**Task directions**
Copy each line below word for word and drop every image.

**Input records**
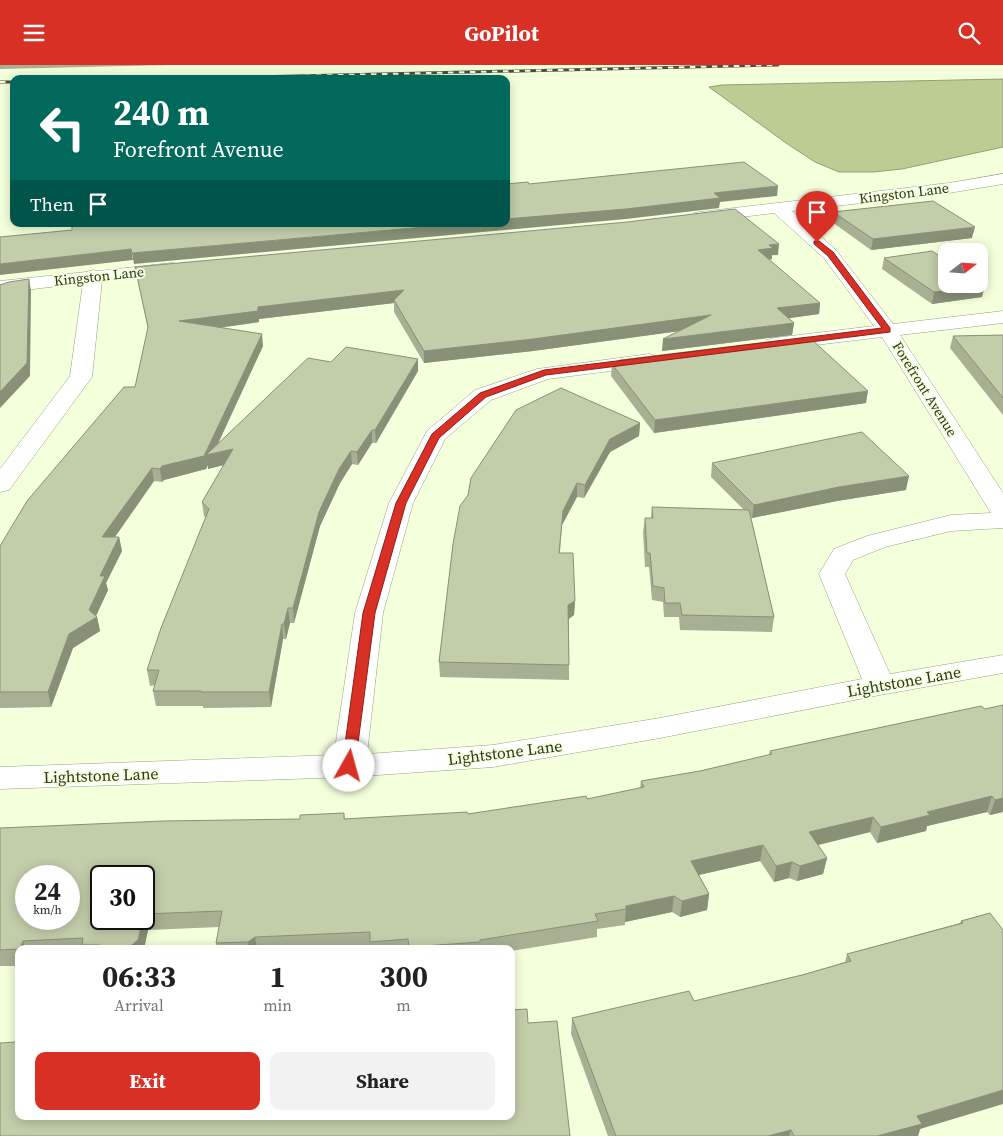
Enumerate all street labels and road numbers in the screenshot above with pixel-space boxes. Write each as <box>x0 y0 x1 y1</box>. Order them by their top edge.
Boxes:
street label: Kingston Lane <box>858 178 950 208</box>
street label: Kingston Lane <box>53 261 145 291</box>
street label: Forefront Avenue <box>888 338 962 440</box>
street label: Lightstone Lane <box>845 660 963 702</box>
street label: Lightstone Lane <box>447 734 563 770</box>
street label: Lightstone Lane <box>43 762 159 788</box>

**Final answer**
Enumerate all street labels and road numbers in the screenshot above with pixel-space boxes. Write each as <box>x0 y0 x1 y1</box>. Order them by their top edge.
Boxes:
street label: Kingston Lane <box>858 178 950 208</box>
street label: Kingston Lane <box>53 261 145 291</box>
street label: Forefront Avenue <box>888 338 962 440</box>
street label: Lightstone Lane <box>845 660 963 702</box>
street label: Lightstone Lane <box>447 734 563 770</box>
street label: Lightstone Lane <box>43 762 159 788</box>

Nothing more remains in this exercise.